# What to do:
Look for the string "Walmart" in the listing below, then copy every line that has it.
START Data shown
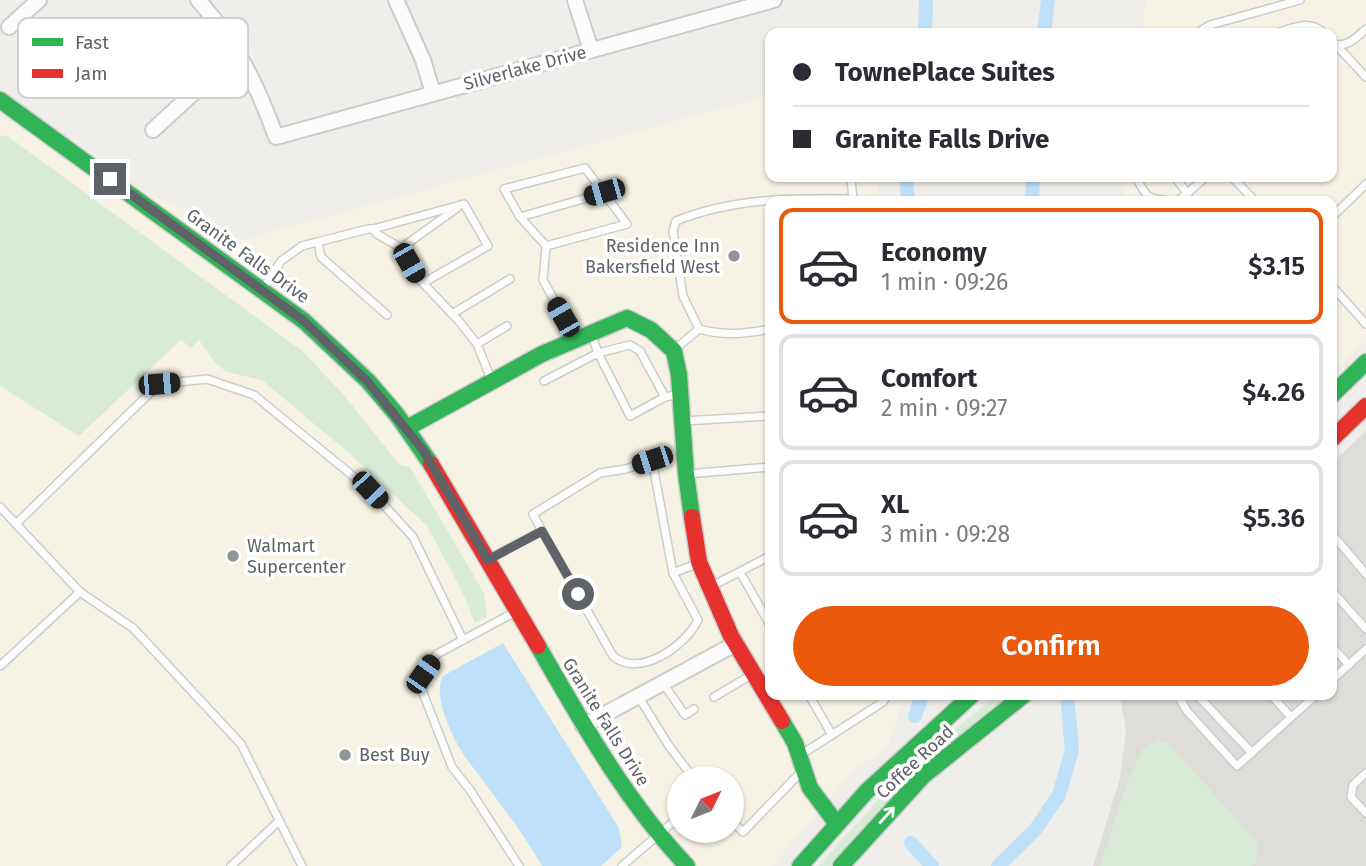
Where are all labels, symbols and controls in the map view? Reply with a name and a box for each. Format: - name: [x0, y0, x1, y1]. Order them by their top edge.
- legend: [18, 18, 248, 98]
- text: Fast: [75, 31, 109, 54]
- street label: Silverlake Drive: [461, 41, 589, 95]
- text: TownePlace Suites: [835, 57, 1055, 88]
- text: Jam: [75, 62, 107, 85]
- text: Granite Falls Drive: [835, 124, 1049, 155]
- route end: [94, 163, 126, 195]
- car: [581, 176, 628, 208]
- street label: Granite Falls Drive: [182, 204, 314, 308]
- place label: Residence Inn Bakersfield West: [585, 235, 720, 278]
- icon: car: [797, 235, 860, 298]
- text: Economy: [881, 237, 987, 268]
- car: [390, 240, 429, 286]
- marker: Residence Inn Bakersfield West: [726, 248, 742, 264]
- text: $3.15: [1248, 251, 1305, 282]
- text: 1 min · 09:26: [881, 268, 1008, 296]
- car: [544, 294, 583, 340]
- icon: car: [797, 361, 860, 424]
- text: Comfort: [881, 363, 977, 394]
- car: [138, 372, 181, 396]
- text: $4.26: [1242, 377, 1305, 408]
- text: 2 min · 09:27: [881, 394, 1007, 422]
- car: [629, 444, 676, 476]
- car: [348, 467, 393, 513]
- icon: car: [797, 487, 860, 550]
- text: XL: [881, 489, 909, 520]
- text: $5.36: [1243, 503, 1305, 534]
- text: 3 min · 09:28: [881, 520, 1010, 548]
- place label: Walmart Supercenter: [247, 535, 346, 578]
- marker: Walmart Supercenter: [225, 548, 241, 564]
- route start: [562, 578, 594, 610]
- button: Confirm: [793, 606, 1309, 686]
- car: [403, 651, 444, 697]
- street label: Granite Falls Drive: [558, 654, 654, 790]
- street label: Coffee Road: [872, 721, 958, 803]
- place label: Best Buy: [359, 744, 430, 766]
- marker: Best Buy: [337, 747, 353, 763]
- north arrow: [667, 766, 744, 844]
- map controls: [667, 766, 744, 843]
- one-way arrow: [879, 806, 895, 824]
END Data shown
# Response for this exercise:
- place label: Walmart Supercenter: [247, 535, 346, 578]
- marker: Walmart Supercenter: [225, 548, 241, 564]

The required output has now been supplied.